Each week during the offseason, Senior Writer/Editor Scott Smith will dip into the inbox to answer questions from Buccaneer fans. This week we take a look at the draft from a procedural standpoint – just how are trades reported while teams are on the clock. We also take a rare departure from draft talk to discuss the way intra-division games are strangely bunched at the back end of the Bucs' 2017 schedule. Finally, we get into some feedback from Buc fans on previous mailbag topics, including one note that will be encouraging for those hoping the team grabs another target for Jameis Winston in the first round.
Fans can submit questions for upcoming mailbags via Twitter to @ScottSBucs (#BucsMailbag), through a message on the Buccaneers Official Facebook Page or via email at *firstname.lastname@example.org. The One Buc Mailbag runs every Thursday and is not necessarily meant to reflect the opinions of the team's management or coaching staff.
*1. Scott, Saw the Adam Shefter report about the Buccs trading down and your article about how that or an upward trade could happen. Personally I think the Buccs should trade up to make sure they get Dalvin Cook and really make this into one of the best offenses in the league. Or maybe they don't have to trade up to get him. But what do I know? That's not my question anyway. What I've always wondered is – who reports a trade during the draft? I know that teams are on the clock and they have to pick or they'll get past and the next team will jump in. So maybe sometimes there's not a lot of time to let the nfl know you've got a trade done. Is it a scramble. Does the team trading up always report, or the team trading down, or do both teams have to report? They should do a Hard Knocks on that, let us see how all that goes down. Thanks, Scott. If you can let me know any of that I'd appreciate it. Jim Lawrenson (via email to
You know what, Jim? That regrettable Draft Day movie with Kevin Costner actually got this right.
Okay, maybe "regrettable" is a bit strong. (And maybe it isn't.) I actually didn't mind watching it for much of its run time, but the trade machinations at the end that saved the day for Costner's character were absolutely ludicrous. However, the manner in which the movie portrays a trade being reported during the draft was not only accurate but actually featured the real league-office employees who field the calls when teams report their deals, Ken Fiore and Joel Bussert (although Bussert has since retired).
Photos of Scott Smith's mock draft.
So here's how it works. Two teams (probably their general managers, specifically) are on the phone with each other from the draft rooms at their respective headquarters. They agree on a trade and hang up with each other. The two teams then simultaneously call draft headquarters (in Philadelphia this year) and each one is connected with one of the two aforementioned employees. Team A reports the deal to Fiore, Team B reports the deal to Bussert's replacement. The two league employees compare notes, and if the trade particulars match, both teams are told they have successfully made a deal and the calls are ended.

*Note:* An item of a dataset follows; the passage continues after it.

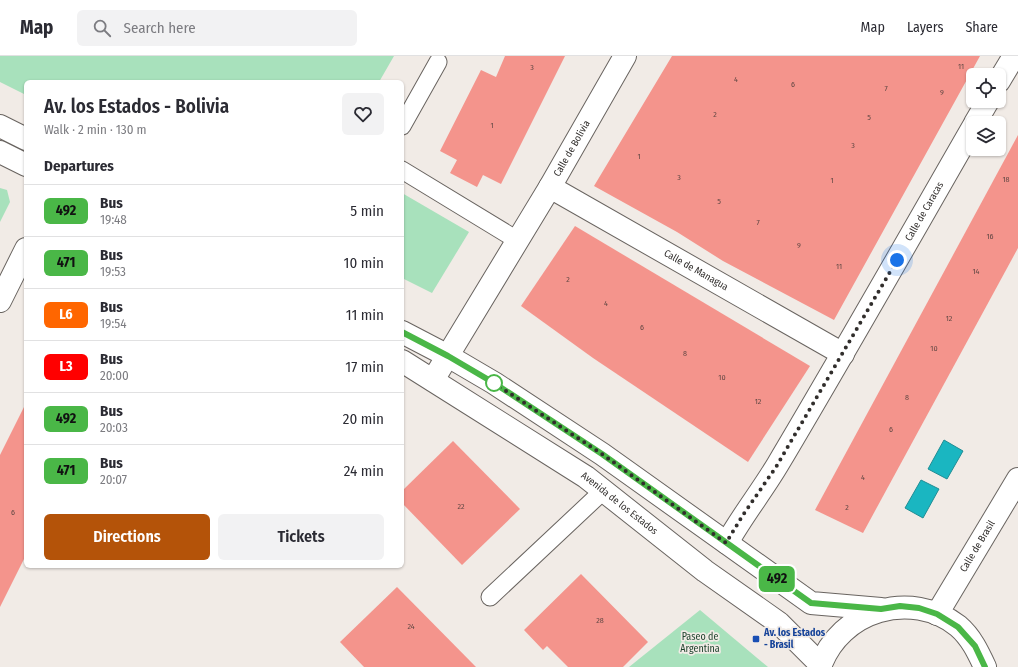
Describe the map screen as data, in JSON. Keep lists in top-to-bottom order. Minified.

At this point, it's just like the normal process for the team that traded up to the current pick on the spot. An employee in Team A's draft room is on a dedicated line with the team's representative in Philadelphia, and he relays the pick so that it can be turned in. This part of the process can be accomplished pretty quickly, so the two trading teams can go down pretty close to the wire as the clock is ticking down on the current selection.
By the way, if you want to read more about Adam Schefter's report and what it could mean for the Buccaneers, I wrote about that yesterday.
- Backloaded Schedule, Good or Bad?
I see a lot of debate on Twitter whether it's a good or bad thing that the Buccaneers play seven straight non-division games before finishing with six of their last nine against the Falcons, Panthers and Saints. I've seen a lot more votes for "bad," but I don't think your scenario is a reason why, Hanz.
What's a slow start to the 2017 season? Maybe 3-4? Let's go with 3-4; not devastating but certainly not the way to set up a playoff run. Now, if there were two or three division games during that 3-4 start, wouldn't that be even worse? If you're 3-4 but you still have all your division games left, you've got a lot better chance to catch the NFC South leader than if you're 3-4 and you're already 1-2 against those other three teams. No, I would say we'll actually be happy about the makeup of this schedule if the Buccaneers happen to come out of the gate slowly. (Not going to happen, right?)
Overall, is it good or bad? That's a tough call. It certainly feels weird, though it's not quite as strange as it looks on first glance. Getting a run of division games at the end of the season is not unusual, especially since the league purposely started making all Week 17 games intra-divisional matchups. Three of Tampa Bay's last four games last year were against New Orleans and Carolina. Three of the last five in 2015 were against division foes.
The difference this year is that the first half of the Bucs' division slate is all bunched up from Weeks 8-12 (with a bye in Week 11). Coupled with the usual end run through the division, that means two-thirds of Tampa Bay's games from late October on are against Atlanta, Carolina and New Orleans. But I'll tell you one thing this isn't: Unfair.
As you might expect, the entire NFC South intra-division slate is backloaded. The Buccaneers' game against Carolina in Week Eight is just the second one on the whole schedule that features two NFC South teams. The only NFC South division game played before that is New Orleans at Carolina in Week Three. The Bucs play their last three games against division foes, but the Falcons play their final four against NFC South opponents. So if there is any disadvantage to such a schedule, it's shared pretty equally.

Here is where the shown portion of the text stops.